Te has creído que me iba a quitar la camiseta, ¿eh nenita?


En el '67, Alves lanzó una falta que puso a prueba los reflejos de Julio César. A partir de ahí, el Inter se desató. Pero para dar patadas. Repartió estopa de lo lindo, hizo un montón de faltas que muchas de ellas no fueron señaladas, sólo se llevó tres míseras tarjetas amarillas (por dos del Barça) y Motta debió ser expulsado por doble amonestación. El Barça desquició al equipo de Mourinho, lo que dio pie a que los neroazurri se dedicaran a realizar su típico juego marrullero que de nada les sirvió. 2-0 al final y porque los de Guardiola no quisieron hacer más sangre, lo que les deja primeros de grupo y sólo una derrota por un gol o más y que no haya empate entre Rubin e Inter, es la única combinación que les dejaría fuera. El Barcelona está a un paso de los Octavos de Final.

LAS CLAVES:

El Barcelona recuperó su estilo de la mano de la dupla Xavi-Iniesta, volviendo al buen fútbol de primer toque, velocidad y desmarque. Además, la presión y la intensidad defensiva contribuyeron a crear un monólogo azulgrana. En esta ocasión, Pep destrozó el sistema táctico de Mourinho.
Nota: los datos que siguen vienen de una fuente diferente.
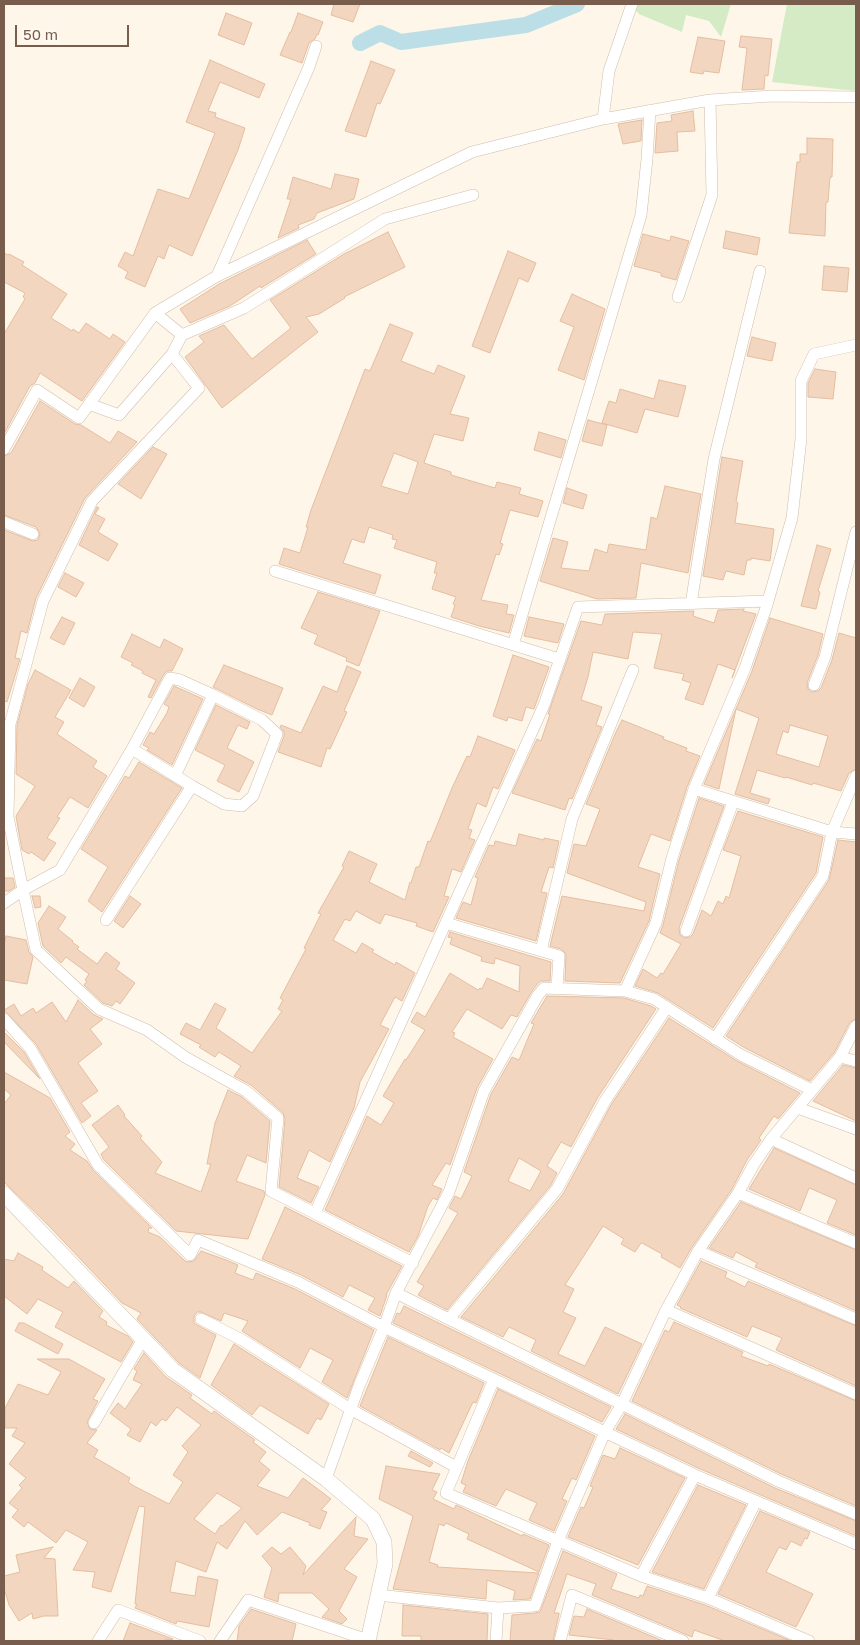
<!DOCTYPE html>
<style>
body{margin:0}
#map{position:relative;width:860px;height:1645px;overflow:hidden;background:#fdf6e9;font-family:"Golos Text",sans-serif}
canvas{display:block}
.frame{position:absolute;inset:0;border:5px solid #785d4c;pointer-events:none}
.scale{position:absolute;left:15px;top:25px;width:114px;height:22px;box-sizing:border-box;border:2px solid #785d4c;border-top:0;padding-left:6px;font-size:15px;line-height:18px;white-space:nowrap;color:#785d4c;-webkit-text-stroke:4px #fff9ef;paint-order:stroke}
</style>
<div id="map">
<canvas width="860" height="1645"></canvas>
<div class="frame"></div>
<div class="scale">50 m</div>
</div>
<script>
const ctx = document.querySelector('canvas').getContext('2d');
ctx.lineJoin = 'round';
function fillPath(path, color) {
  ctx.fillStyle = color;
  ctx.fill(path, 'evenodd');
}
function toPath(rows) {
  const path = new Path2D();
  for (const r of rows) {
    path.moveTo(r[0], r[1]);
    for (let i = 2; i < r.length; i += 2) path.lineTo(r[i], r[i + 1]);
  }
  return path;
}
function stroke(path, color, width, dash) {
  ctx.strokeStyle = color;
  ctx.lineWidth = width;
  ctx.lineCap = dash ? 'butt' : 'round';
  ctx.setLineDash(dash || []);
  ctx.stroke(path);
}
fillPath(toPath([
 [630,4,731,4,721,37,709,21,686,15,682,32,639,14],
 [787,4,856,4,856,91,772,82]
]), '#d4ebc6');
stroke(toPath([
 [360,43,380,33,401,42,526,25,577,4]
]), '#bcdfe7', 16);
const building = toPath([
 [334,4,360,4,353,22,331,15,334,4],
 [226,13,252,23,244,45,218,35,226,13],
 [298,13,323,22,318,35,317,34,315,39,309,43,302,63,280,55,290,32,291,32,298,13],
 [741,36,772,39,768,76,765,75,764,89,742,90,747,48,739,47,741,36],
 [698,37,725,41,719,73,704,71,703,74,690,72,698,37],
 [210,60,265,84,259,98,220,82,208,111,216,113,215,117,245,128,238,150,192,256,169,245,164,259,158,256,145,287,125,278,128,272,118,266,125,252,133,256,158,189,189,199,215,133,186,122,210,60],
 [371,61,395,70,380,104,377,103,366,137,345,131,371,61],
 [693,111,695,131,677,132,678,151,655,153,657,123,672,121,671,115,693,111],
 [642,120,641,141,623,144,618,124,642,120],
 [807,138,833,139,832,177,830,177,828,202,826,202,825,236,789,233,797,162,800,162,800,154,807,154,807,138],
 [335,174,359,179,354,199,317,213,314,219,298,225,299,228,278,238,291,199,287,199,293,177,331,189,335,174],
 [726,231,760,238,757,255,723,248,726,231],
 [388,232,405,267,344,297,345,298,319,314,306,317,318,332,222,408,185,357,204,342,199,336,224,325,252,359,291,328,270,300,344,254,388,232],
 [643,234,670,241,671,236,689,241,676,280,661,276,661,273,634,266,643,234],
 [307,240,316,254,261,288,260,286,230,306,190,323,180,309,219,284,307,240],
 [508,251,536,263,528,282,519,278,490,353,472,346,508,251],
 [4,253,8,255,9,254,24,262,22,265,67,294,51,318,72,331,73,329,79,333,86,323,110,339,113,334,125,342,82,401,40,373,35,383,30,386,4,434,4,334,25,299,23,297,25,293,4,282,4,253],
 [824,266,849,268,847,292,822,290,824,266],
 [572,294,605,309,584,380,558,370,574,327,560,321,572,294],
 [390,324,413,333,401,361,434,374,438,365,465,376,450,414,469,418,463,441,434,434,424,463,451,472,451,475,495,488,497,482,521,488,519,494,543,501,538,517,510,510,500,543,503,544,499,555,496,554,481,600,508,605,506,614,514,615,509,633,479,626,451,617,455,605,453,604,456,597,432,589,437,573,434,573,437,562,394,548,397,540,392,539,393,535,369,527,364,543,352,539,343,563,381,575,375,594,279,564,284,548,300,553,308,527,306,527,311,510,365,369,370,371,390,324],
 [394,453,418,462,408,494,381,486,394,453],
 [752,337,776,343,772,361,747,356,752,337],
 [815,369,836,372,833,399,808,397,808,383,815,369],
 [659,380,686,386,678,417,645,409,637,433,602,423,609,401,616,403,620,389,654,399,659,380],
 [40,401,75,424,81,425,110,443,118,431,137,442,85,498,36,598,27,633,21,631,15,658,20,659,7,702,4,701,4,530,33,541,38,540,40,534,36,527,4,515,4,456,11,453,40,401],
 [588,420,607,425,602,446,582,441,588,420],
 [539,432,566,440,561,458,534,450,539,432],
 [153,447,167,454,141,499,118,484,153,447],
 [722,457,743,461,736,502,738,503,735,523,774,529,770,561,751,558,751,560,747,560,744,575,726,571,723,580,703,576,722,457],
 [665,486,701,494,688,573,641,563,636,598,597,599,540,581,553,538,568,542,561,568,589,571,595,549,607,553,609,544,646,550,651,517,657,519,665,486],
 [567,488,587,495,583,509,563,503,567,488],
 [97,507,99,508,95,514,105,519,98,532,118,544,108,561,79,545,97,507],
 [817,545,831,549,818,591,820,592,816,609,801,606,817,545],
 [65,573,84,583,76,597,58,587,65,573],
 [318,592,380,611,359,666,346,661,347,658,314,644,318,635,301,628,318,592],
 [744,609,743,611,756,614,732,678,735,670,718,664,703,705,685,699,691,683,682,680,684,674,654,668,662,634,633,632,628,659,593,652,588,677,581,700,602,707,596,725,602,727,572,799,569,798,565,810,512,793,537,739,541,741,550,714,548,714,581,621,602,625,605,614,694,611,693,616,714,623,718,610,744,609],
 [62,617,75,623,64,645,50,638,62,617],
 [529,617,564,624,558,643,524,636,529,617],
 [770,618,823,634,818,655,807,683,808,689,812,692,818,691,821,688,832,660,839,633,856,638,856,769,849,773,841,791,813,783,812,785,786,777,785,778,757,770,750,793,770,799,768,804,735,794,759,718,736,709,719,789,704,784,752,671,770,618],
 [790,725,828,736,819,767,776,754,783,731,788,733,790,725],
 [132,634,160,648,164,639,183,649,172,671,167,671,164,674,151,698,148,697,156,680,142,673,143,671,131,665,133,663,121,657,132,634],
 [513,655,549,667,534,709,526,707,522,721,508,717,507,721,493,716,513,655],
 [224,665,283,688,272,715,257,709,213,687,224,665],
 [347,666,361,672,344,711,347,712,330,749,327,748,321,767,278,752,284,736,284,732,280,727,281,725,301,733,323,686,337,692,347,666],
 [35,670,71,690,55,717,64,722,57,734,97,761,93,767,107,776,88,808,70,797,57,817,60,818,47,838,56,843,44,861,31,852,29,854,22,850,16,816,35,786,16,774,17,725,28,684,35,670],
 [80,678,95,687,84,707,69,698,80,678],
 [174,686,203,699,172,765,147,750,149,748,143,745,150,732,154,734,167,713,169,707,164,704,174,686],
 [216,705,250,722,247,729,238,725,227,748,254,762,239,792,217,781,225,765,195,750,216,705],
 [622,720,664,737,663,739,687,748,686,751,700,756,687,787,670,841,651,834,638,867,660,874,649,921,620,983,565,981,566,954,561,949,550,946,562,896,644,911,646,902,567,873,574,844,586,846,600,809,586,804,616,732,622,720],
 [478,736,515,750,498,789,493,787,486,807,477,803,468,829,472,830,469,838,475,840,461,872,452,869,444,896,449,897,433,932,416,926,417,923,385,914,380,924,356,911,350,921,345,919,333,940,356,953,362,943,374,950,372,952,395,965,396,962,415,973,402,1001,395,997,380,1025,389,1029,360,1082,354,1108,330,1162,309,1150,297,1178,319,1187,311,1203,279,1187,285,1119,283,1113,251,1085,234,1076,241,1066,219,1052,215,1057,199,1047,201,1045,180,1034,186,1023,200,1030,215,1003,226,1009,216,1028,252,1053,282,1011,278,1009,283,1000,280,998,306,949,304,948,321,914,318,913,344,867,342,866,349,851,377,864,369,882,405,900,410,882,411,883,416,867,419,867,428,841,430,842,433,835,452,788,467,756,470,757,478,736],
 [139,762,182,788,102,912,88,901,108,867,81,849,125,776,129,778,139,762],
 [699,798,724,806,679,928,680,935,684,938,690,937,693,934,702,910,711,916,718,901,723,904,726,896,729,898,741,856,723,850,738,811,823,837,816,873,713,1028,658,993,635,986,643,969,657,978,661,973,663,974,681,944,660,933,663,925,679,860,699,798],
 [519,834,544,840,544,838,559,841,553,868,549,867,541,892,547,893,536,941,456,918,463,902,471,905,478,878,475,877,489,845,494,846,495,841,516,846,519,834],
 [838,840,856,842,856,1019,850,1022,834,1053,810,1081,745,1048,726,1036,829,880,838,840],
 [4,878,13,878,15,887,9,891,4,891,4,878],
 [32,896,40,896,41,907,35,908,32,896],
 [130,896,141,904,123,928,114,921,130,896],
 [49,906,66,917,58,929,73,941,72,942,79,947,77,949,97,964,106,952,120,963,116,969,135,983,120,1004,116,1001,112,1006,103,1003,84,985,87,981,85,980,89,974,66,957,61,963,43,946,38,923,49,906],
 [450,932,551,962,550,981,541,981,538,983,532,991,517,1017,511,1015,502,1029,467,1009,452,1032,455,1033,453,1037,493,1059,477,1088,450,1165,446,1163,432,1185,442,1189,437,1200,433,1198,428,1206,418,1236,409,1252,325,1210,367,1116,381,1125,394,1103,383,1096,405,1059,406,1060,425,1030,411,1022,417,1012,425,1017,450,973,478,990,480,988,482,989,487,978,519,992,520,966,495,958,494,964,481,961,482,957,450,944,452,938,448,937,450,932],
 [6,936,26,940,29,952,33,957,27,984,4,980,4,946,6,936],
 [547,996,624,998,651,1006,656,1009,598,1097,571,1147,561,1142,547,1166,557,1173,551,1185,447,1310,418,1295,424,1286,417,1282,458,1213,449,1208,455,1196,461,1199,472,1176,464,1172,491,1094,512,1057,519,1060,534,1024,531,1023,547,996],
 [519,1158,541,1171,530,1191,508,1181,519,1158],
 [78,1000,94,1015,103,1019,90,1029,102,1044,78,1063,98,1091,81,1103,91,1116,82,1123,36,1044,4,1010,14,1004,21,1016,33,1008,36,1013,52,1002,66,1022,78,1000],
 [669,1018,737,1061,800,1093,778,1119,774,1116,759,1138,761,1140,747,1160,732,1189,692,1247,680,1268,661,1257,662,1254,642,1243,641,1243,635,1252,621,1244,624,1239,603,1226,565,1285,574,1289,563,1312,576,1318,558,1354,585,1366,605,1327,642,1344,618,1394,531,1351,536,1340,509,1327,503,1337,461,1317,563,1194,611,1105,669,1018],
 [4,1032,24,1052,40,1079,4,1042,4,1032],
 [843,1065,856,1068,856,1121,813,1101,843,1065],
 [4,1072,50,1098,70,1132,65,1136,75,1144,70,1150,87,1161,93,1170,152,1228,149,1228,148,1232,160,1237,185,1261,188,1262,194,1261,201,1251,226,1260,238,1265,235,1273,253,1280,256,1273,295,1289,374,1330,347,1398,322,1382,333,1360,310,1348,300,1368,242,1331,248,1321,224,1313,221,1321,201,1312,197,1312,194,1316,194,1323,197,1325,216,1335,200,1378,179,1363,137,1319,141,1313,122,1303,49,1226,4,1182,4,1104,11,1095,4,1089,4,1072],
 [228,1090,242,1097,270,1121,266,1163,247,1155,236,1181,264,1191,265,1195,248,1239,176,1231,104,1160,101,1154,109,1147,92,1125,118,1105,125,1115,124,1116,142,1136,140,1138,162,1162,155,1173,201,1192,211,1164,207,1164,215,1123,228,1090],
 [774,1148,856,1185,856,1235,827,1223,837,1200,814,1190,809,1188,800,1211,749,1189,774,1148],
 [741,1202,856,1250,856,1311,755,1267,757,1263,736,1252,733,1258,709,1248,741,1202],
 [285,1207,402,1266,386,1295,387,1295,380,1316,368,1310,375,1298,349,1285,343,1297,301,1275,262,1259,285,1207],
 [18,1253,43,1267,42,1270,68,1288,74,1281,103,1311,99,1317,107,1322,106,1325,128,1336,133,1342,121,1362,55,1327,63,1312,38,1299,27,1314,4,1296,4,1259,14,1261,18,1253],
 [701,1261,727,1272,725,1277,745,1287,748,1281,856,1326,856,1386,776,1350,782,1338,752,1326,747,1337,680,1308,681,1307,677,1305,701,1261],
 [404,1306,611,1407,602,1422,393,1323,397,1313,400,1314,404,1306],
 [674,1322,743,1352,741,1356,768,1366,769,1364,856,1401,856,1506,781,1474,632,1401,665,1330,669,1332,674,1322],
 [19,1323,24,1323,63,1344,58,1354,15,1331,19,1323],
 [388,1337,484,1383,476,1403,473,1402,449,1453,441,1448,440,1450,360,1406,388,1337],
 [234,1344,329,1404,321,1420,317,1418,308,1434,260,1405,252,1415,211,1385,234,1344],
 [144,1353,166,1377,192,1395,190,1398,212,1414,214,1411,255,1440,253,1442,266,1452,259,1461,270,1470,257,1486,288,1498,303,1478,331,1499,321,1510,327,1512,320,1529,309,1525,310,1523,282,1512,257,1535,245,1521,227,1549,217,1542,206,1572,176,1561,170,1592,195,1596,198,1576,218,1580,209,1627,177,1621,176,1624,135,1608,137,1604,135,1604,145,1507,139,1506,111,1592,92,1587,95,1572,73,1570,88,1542,66,1530,56,1543,28,1522,24,1527,12,1517,18,1510,9,1503,22,1488,19,1485,26,1478,9,1464,25,1443,12,1436,17,1428,5,1428,5,1408,18,1384,48,1395,61,1372,37,1359,69,1359,105,1379,93,1399,98,1401,87,1422,90,1429,97,1430,87,1443,98,1450,94,1457,130,1478,128,1482,134,1486,169,1504,183,1482,173,1475,188,1452,182,1446,201,1425,177,1407,166,1421,162,1419,156,1426,151,1422,140,1442,127,1435,131,1429,110,1413,118,1403,125,1409,142,1384,133,1380,137,1371,134,1369,144,1353],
 [217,1493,242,1508,222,1526,221,1525,215,1534,194,1519,217,1493],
 [498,1389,595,1436,576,1480,572,1478,562,1499,567,1501,554,1531,529,1520,537,1503,506,1489,496,1506,463,1492,466,1485,461,1483,468,1461,498,1389],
 [625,1414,775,1488,856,1521,856,1536,698,1468,616,1429,625,1414],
 [620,1448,685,1478,638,1565,568,1537,581,1507,584,1508,593,1487,590,1486,603,1455,615,1459,620,1448],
 [411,1451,433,1463,430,1467,408,1456,411,1451],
 [386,1466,440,1474,432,1490,437,1492,433,1499,454,1509,456,1505,522,1536,523,1534,549,1545,539,1572,467,1539,469,1534,446,1523,444,1526,439,1524,429,1562,438,1565,437,1567,539,1573,530,1599,513,1600,515,1591,487,1580,486,1599,393,1589,413,1516,379,1499,386,1466],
 [698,1485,746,1505,704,1589,652,1572,698,1485],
 [760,1511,810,1532,807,1539,805,1538,801,1546,791,1541,786,1550,779,1547,766,1572,813,1594,796,1627,718,1594,760,1511],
 [356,1517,354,1536,368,1539,344,1569,357,1577,339,1611,347,1619,342,1624,322,1617,329,1609,312,1593,279,1593,278,1602,264,1597,272,1568,262,1556,272,1547,281,1554,290,1547,306,1566,303,1575,356,1517],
 [53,1547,44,1558,55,1559,58,1616,44,1616,33,1619,32,1613,19,1621,9,1605,5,1591,4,1591,4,1576,20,1572,16,1555,53,1547],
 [563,1551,617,1574,611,1589,639,1598,640,1595,643,1596,647,1586,705,1605,789,1640,725,1641,694,1630,692,1637,592,1595,596,1584,567,1574,554,1613,559,1613,559,1614,553,1641,510,1641,512,1615,535,1613,540,1612,563,1551],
 [403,1605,488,1614,487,1641,421,1641,421,1636,402,1636,403,1605],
 [251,1609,296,1624,292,1641,237,1641,239,1626,251,1609],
 [587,1609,663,1641,614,1641,614,1640,569,1635,574,1616,584,1617,587,1609],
 [130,1623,173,1639,172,1640,165,1639,165,1641,123,1641,130,1623]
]);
fillPath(building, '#f2d6c0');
stroke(building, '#e5bda0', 1);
const minor = toPath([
 [603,119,609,71,632,4],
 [217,276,309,67,316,46],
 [678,297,712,195,710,100],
 [155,313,217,276,472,152,603,119,710,100,772,96,856,97],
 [182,335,244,308,385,219,473,195],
 [4,449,37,390,79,418,155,313,182,335,172,354,119,415,89,404],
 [4,522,33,534],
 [275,571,559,659],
 [691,604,714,459,760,271],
 [513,645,641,215,647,159,650,110],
 [814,685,825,657,856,532],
 [213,695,180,680,170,678,132,749,60,870,23,890,36,950,99,1009,147,1030,185,1057,246,1091,278,1118,271,1191,413,1263],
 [175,776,213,695,262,720,277,734,253,796,242,806,224,804,192,786],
 [694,789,745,668,766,608,792,518,801,439,801,381,814,354,856,345],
 [4,903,23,890,8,817,10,724,43,601,92,501,199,388,172,354],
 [106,920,192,786,132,749],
 [446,923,559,956,557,988],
 [686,931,733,802],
 [541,951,572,819,633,670],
 [625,991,656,923,672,858,694,789,832,832,856,776],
 [4,1019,30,1048,98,1165,190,1255,198,1240,298,1282,384,1327,695,1475,856,1544],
 [715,1039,823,876,832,832,856,834],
 [840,1057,856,1061],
 [798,1108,856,1129],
 [771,1139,856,1178],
 [738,1193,856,1243],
 [315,1213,544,705,578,607,768,601],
 [698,1251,856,1319],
 [396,1293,778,1481,856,1514],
 [666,1310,856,1394],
 [201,1319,244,1341,350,1409,456,1467],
 [449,1319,557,1189,605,1101,667,1007],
 [494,1379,446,1493,641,1576,708,1598,809,1641],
 [94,1423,143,1339],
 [326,1479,359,1386,384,1327,396,1293,449,1192,484,1091,538,995,544,988,625,991,654,999,741,1055,812,1090],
 [641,1576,695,1475],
 [378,1595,498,1608,535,1606,558,1541,605,1432,622,1404,666,1310,698,1251,738,1193,754,1164,771,1139,840,1057,856,1026],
 [708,1598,756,1501],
 [98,1641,118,1610,200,1641],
 [220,1641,248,1600,368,1640],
 [496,1641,498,1608],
 [560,1641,572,1595,683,1641]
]);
const tertiary = toPath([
 [4,1194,173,1370,326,1479,373,1519,384,1542,385,1564,368,1641]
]);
stroke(minor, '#cfbeae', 12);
stroke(tertiary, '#cfbeae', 16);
stroke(minor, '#fff', 11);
stroke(tertiary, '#fff', 15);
</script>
El Inter fue un equipo muy gris. Mourinho conocía el resultado de Rusia y sabía que ganando el siguiente partido en casa estaban dentro. Hizo lo de siempre, poner a ocho jugadores detrás del balón dejando solos los desesperados Eto'o y Milito. Otro fracaso táctico.

El árbitro: Massimo Busacca estuvo mal. Permitió demasiada dureza del Inter y le sacó casi las mismas tarjetas que al Barcelona. Además, debió expulsar a Motta. Suspenso.